INSTRUCTIONS FOR THE TASK → Transcribe the data verbatim and drop its images.

DATA EXCERPTS →
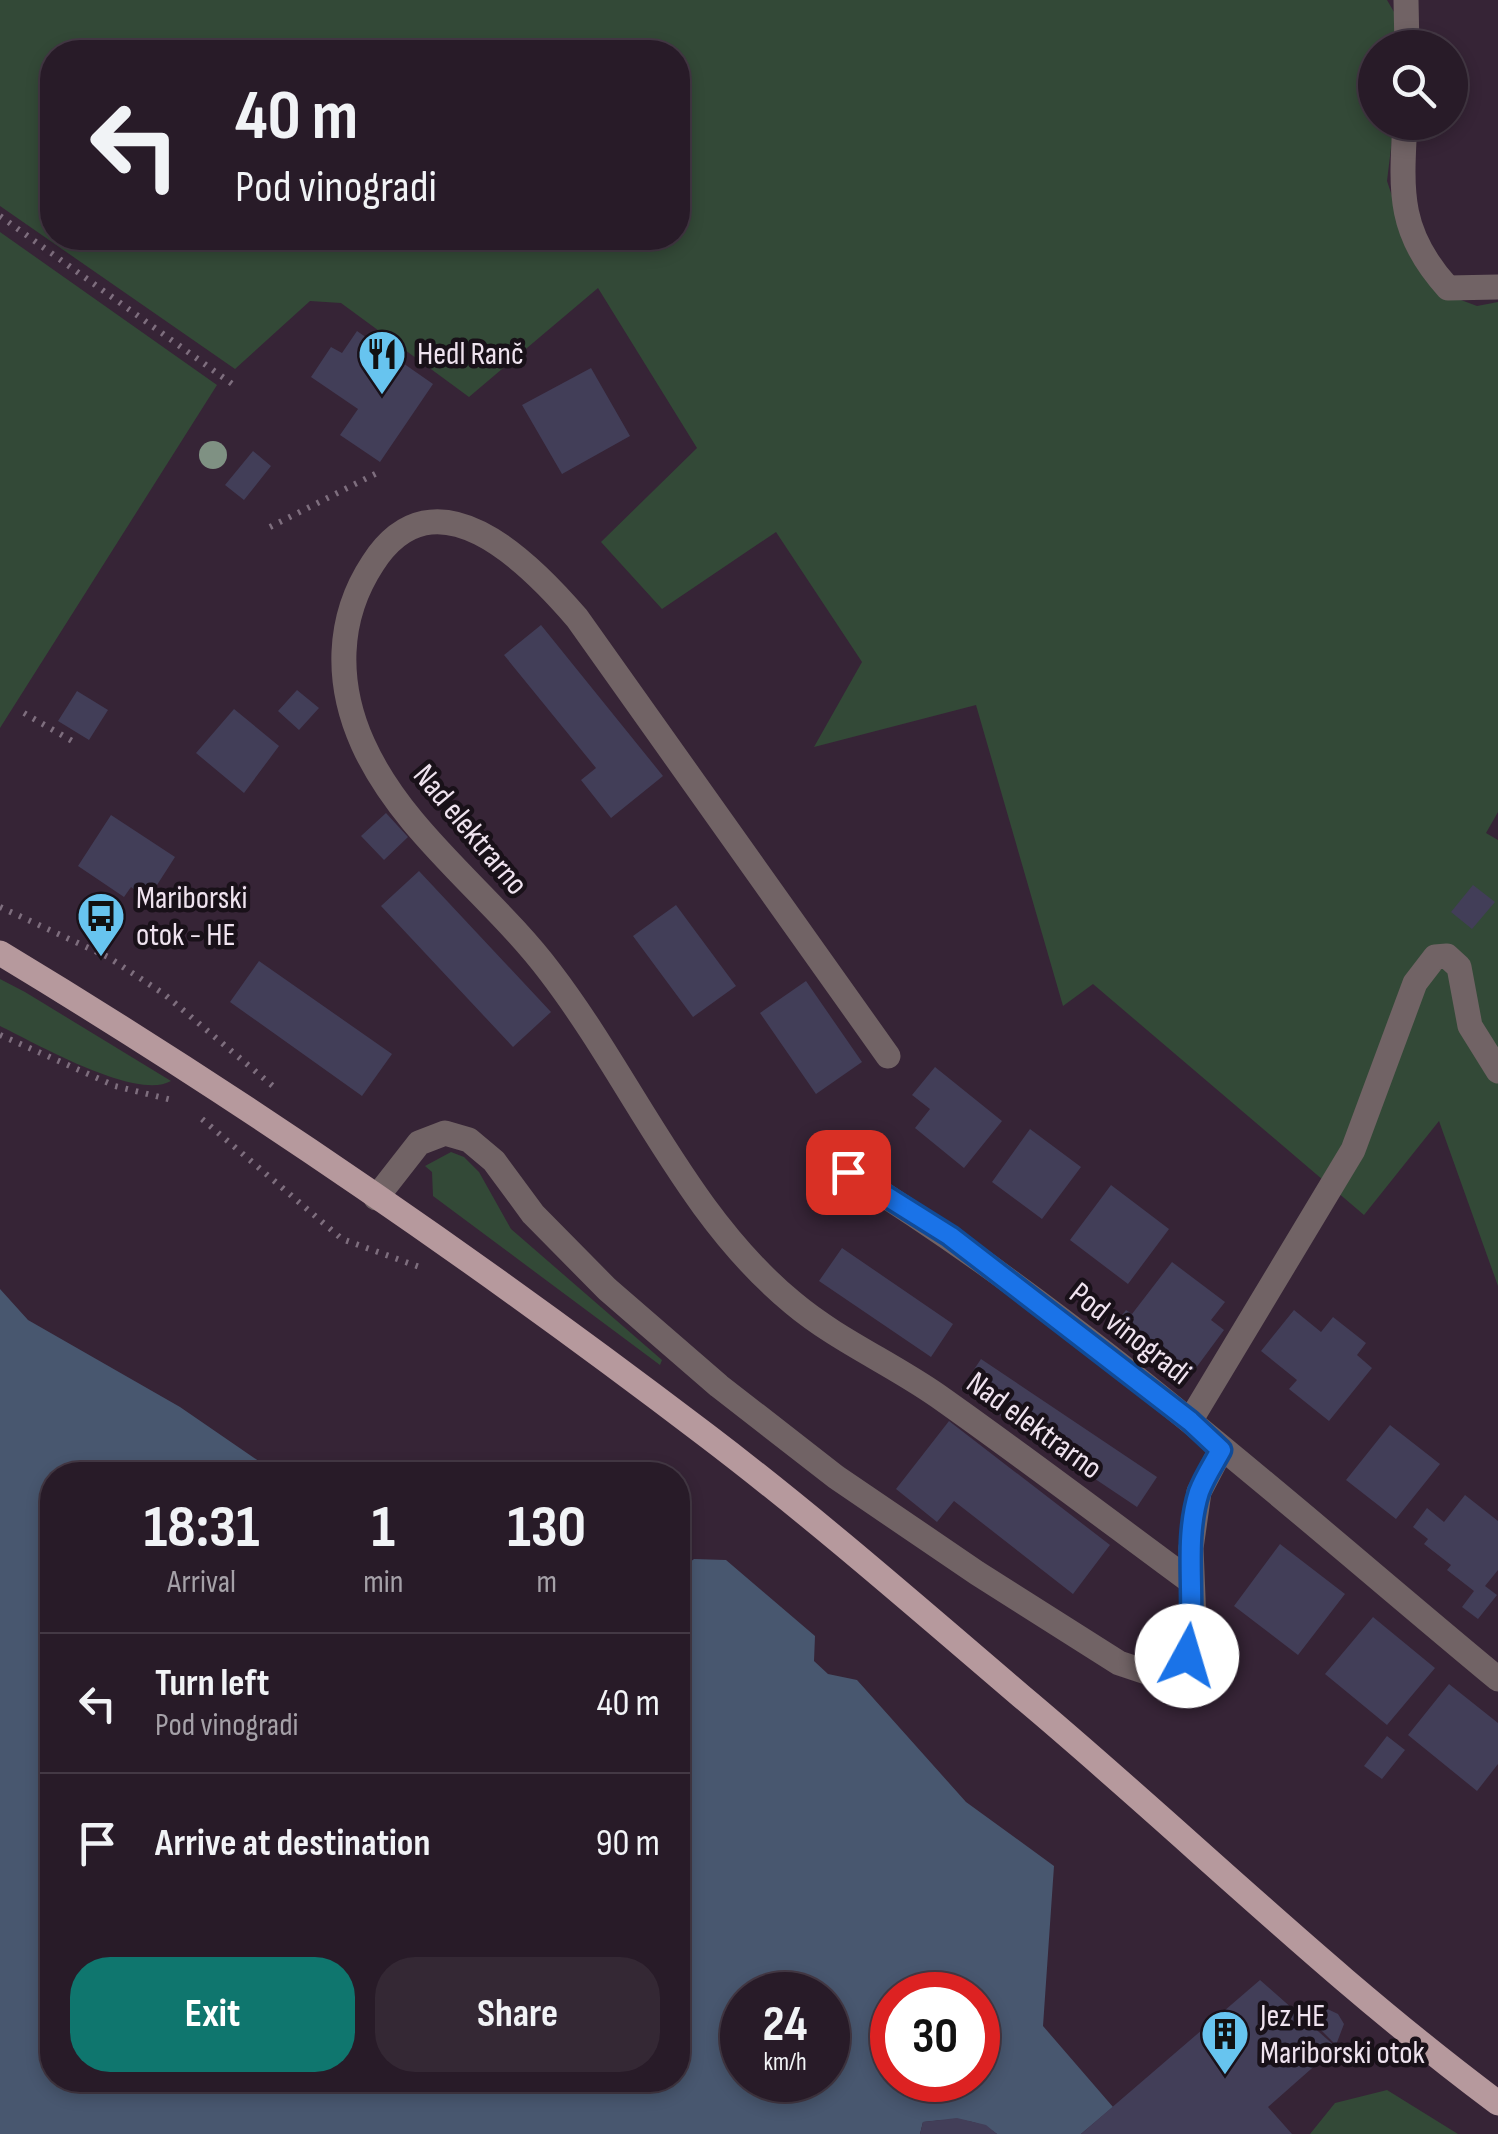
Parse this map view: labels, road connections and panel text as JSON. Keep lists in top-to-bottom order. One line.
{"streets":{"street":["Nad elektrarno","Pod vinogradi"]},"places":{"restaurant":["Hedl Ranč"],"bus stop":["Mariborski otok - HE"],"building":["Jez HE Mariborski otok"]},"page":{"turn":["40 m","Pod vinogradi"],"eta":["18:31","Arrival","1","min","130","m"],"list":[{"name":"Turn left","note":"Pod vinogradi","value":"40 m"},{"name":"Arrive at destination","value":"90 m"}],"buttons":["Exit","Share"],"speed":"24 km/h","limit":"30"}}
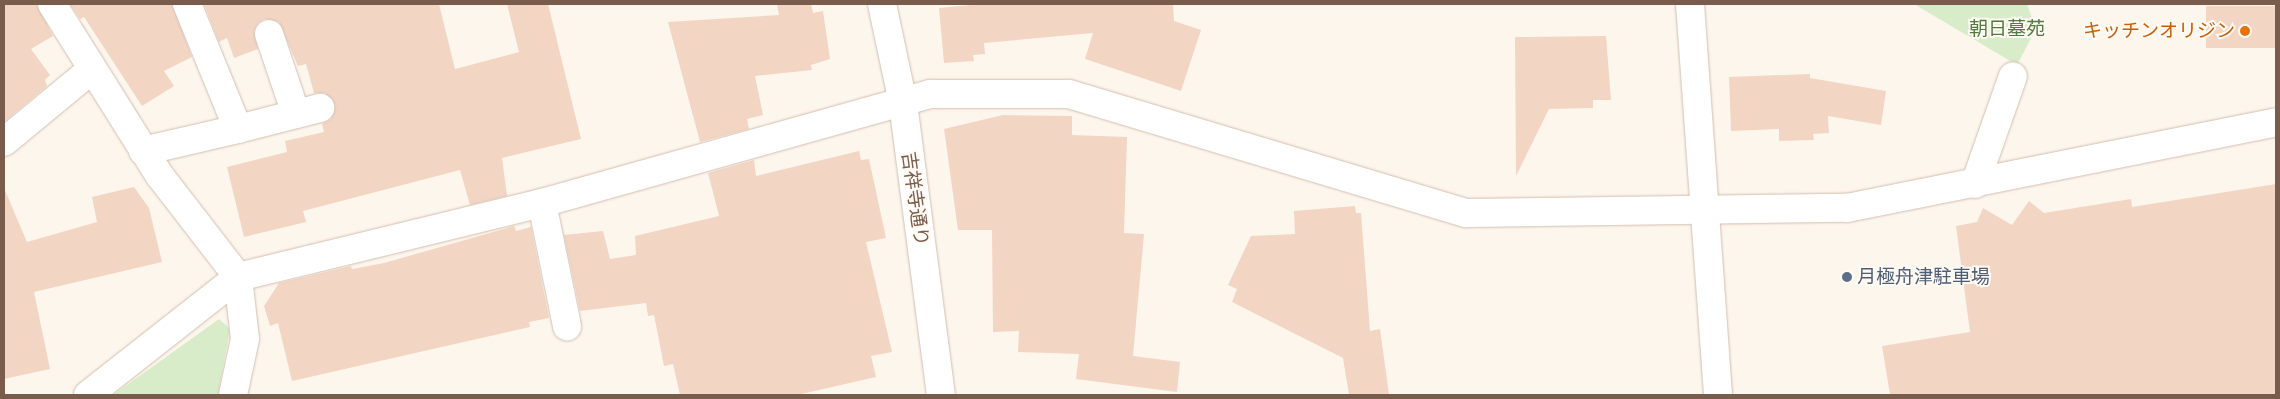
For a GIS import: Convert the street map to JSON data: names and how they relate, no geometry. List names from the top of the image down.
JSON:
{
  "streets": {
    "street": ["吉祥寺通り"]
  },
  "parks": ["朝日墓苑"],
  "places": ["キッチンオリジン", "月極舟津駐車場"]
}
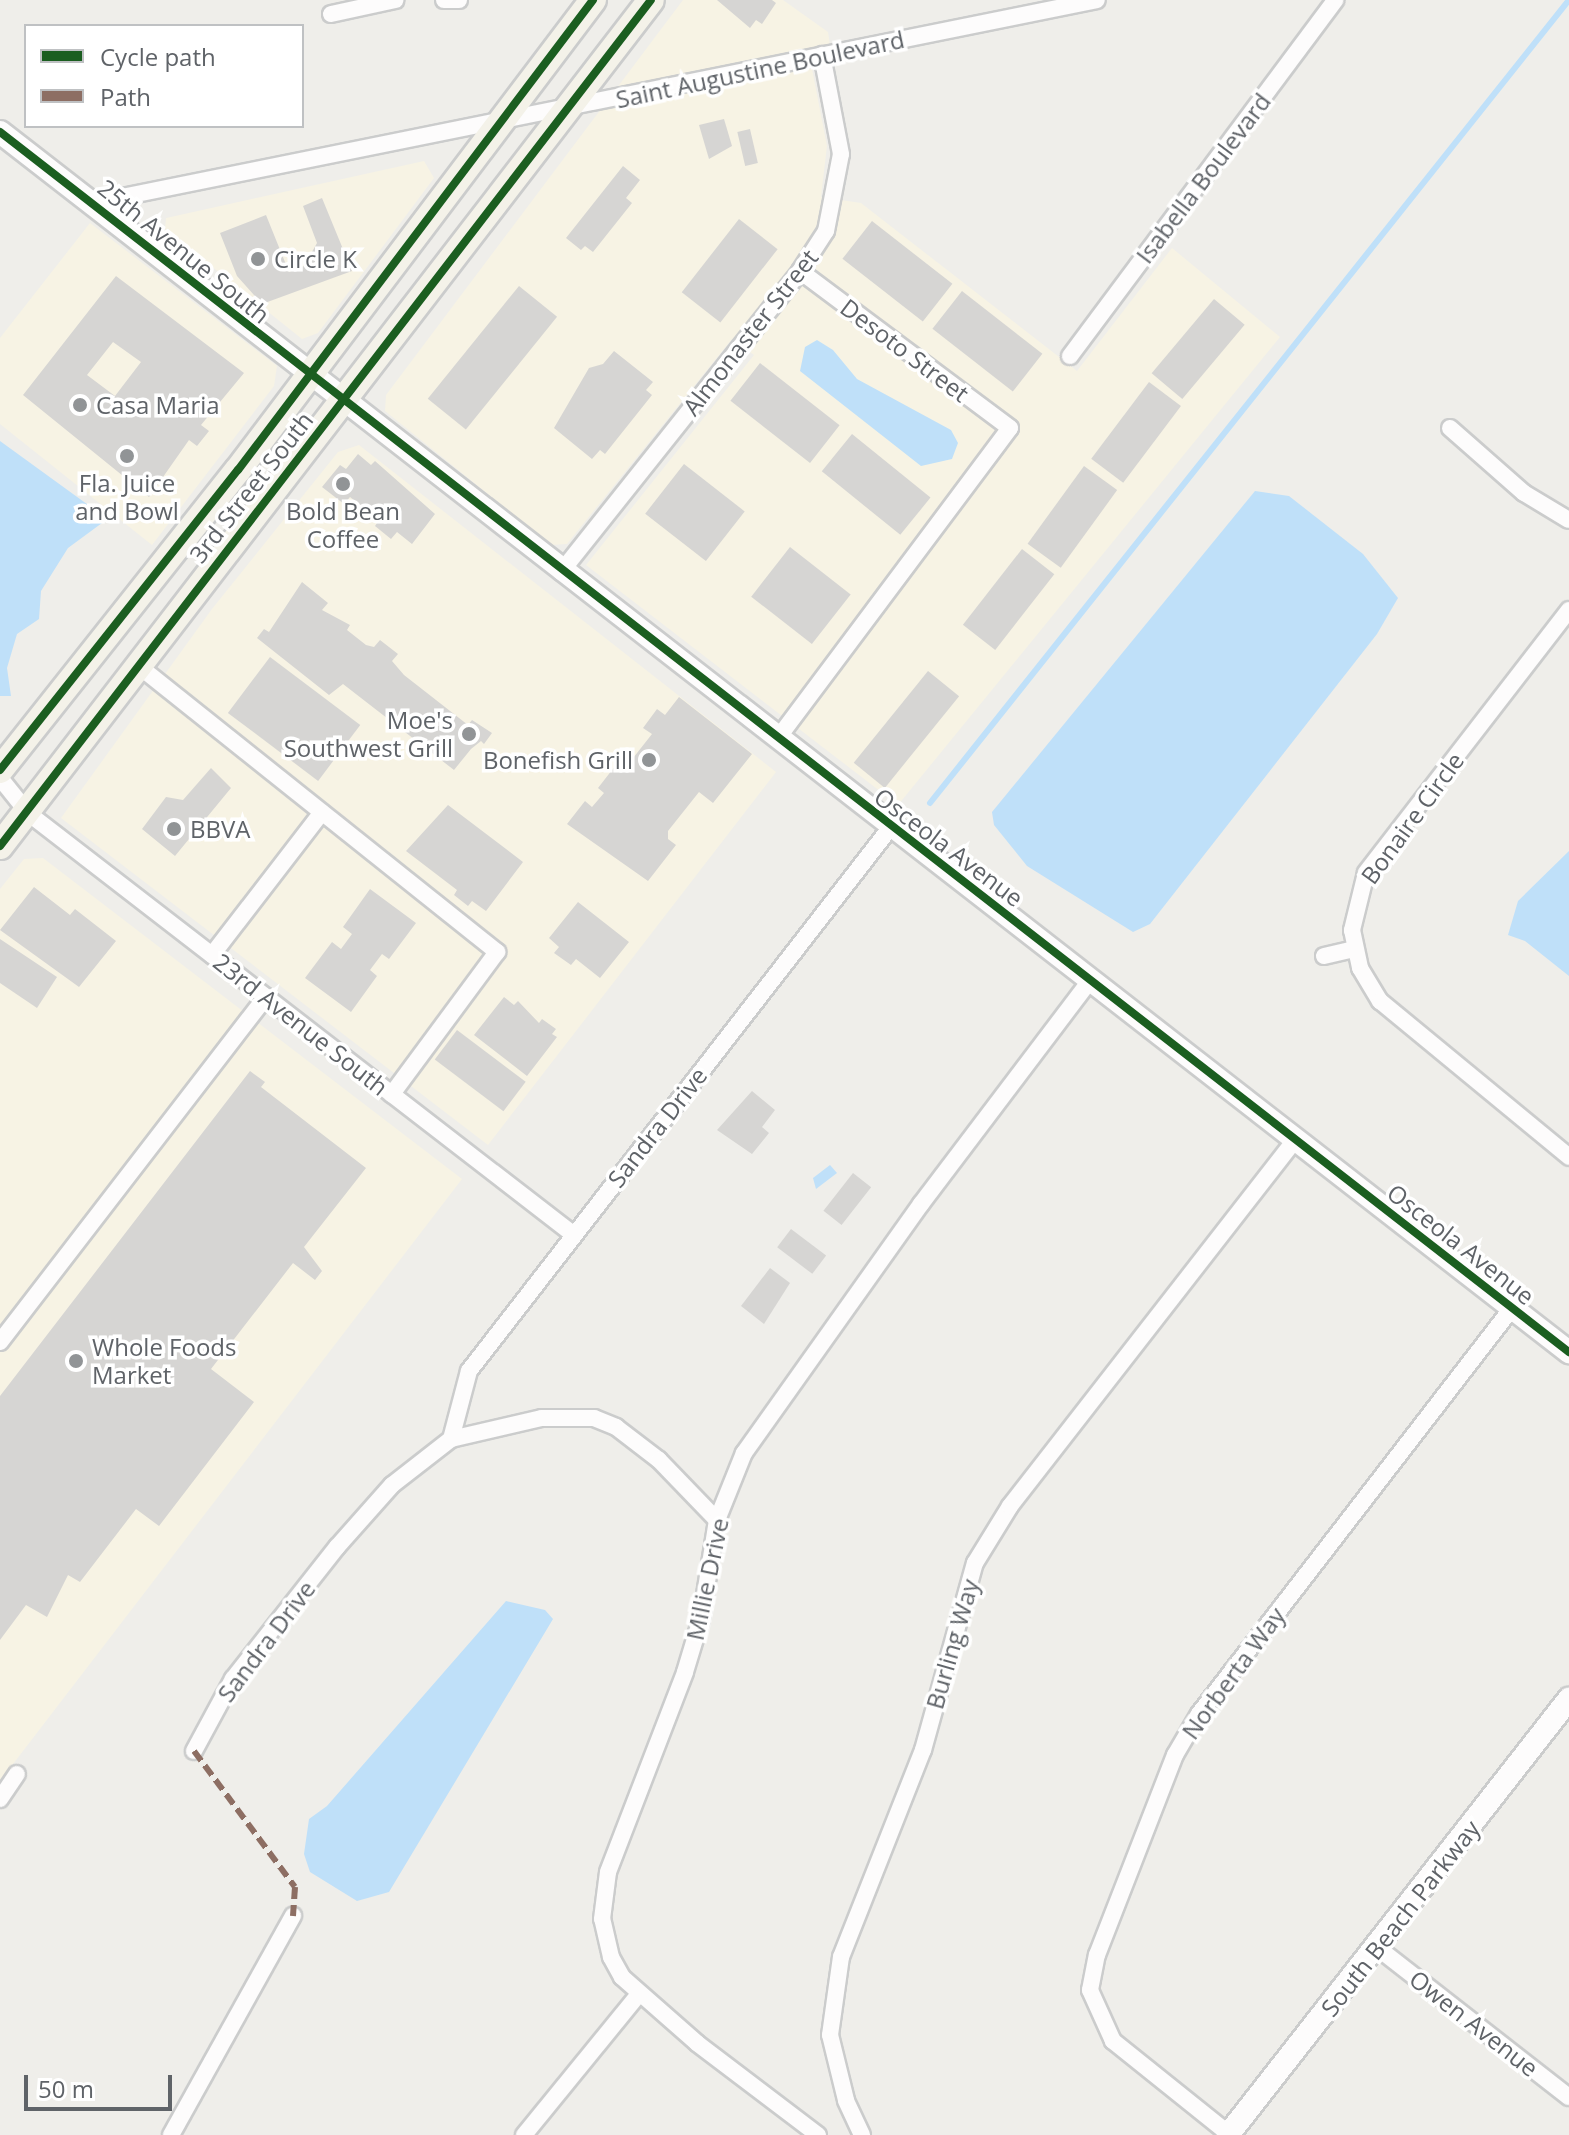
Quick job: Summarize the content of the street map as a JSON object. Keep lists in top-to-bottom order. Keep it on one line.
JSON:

SOLUTION TO THIS TASK →
Parse this map view: labels, road connections and panel text as JSON. Keep lists in top-to-bottom order. One line.
{"streets":{"street":["Nad elektrarno","Pod vinogradi"]},"places":{"restaurant":["Hedl Ranč"],"bus stop":["Mariborski otok - HE"],"building":["Jez HE Mariborski otok"]},"page":{"turn":["40 m","Pod vinogradi"],"eta":["18:31","Arrival","1","min","130","m"],"list":[{"name":"Turn left","note":"Pod vinogradi","value":"40 m"},{"name":"Arrive at destination","value":"90 m"}],"buttons":["Exit","Share"],"speed":"24 km/h","limit":"30"}}
For a GIS import: Convert the street map to JSON data: names and how they relate, no geometry. List names from the top of the image down.
JSON:
{
  "streets": {
    "street": ["吉祥寺通り"]
  },
  "parks": ["朝日墓苑"],
  "places": ["キッチンオリジン", "月極舟津駐車場"]
}
Quick job: Summarize the content of the street map as a JSON object. Keep lists in top-to-bottom order. Keep it on one line.
JSON:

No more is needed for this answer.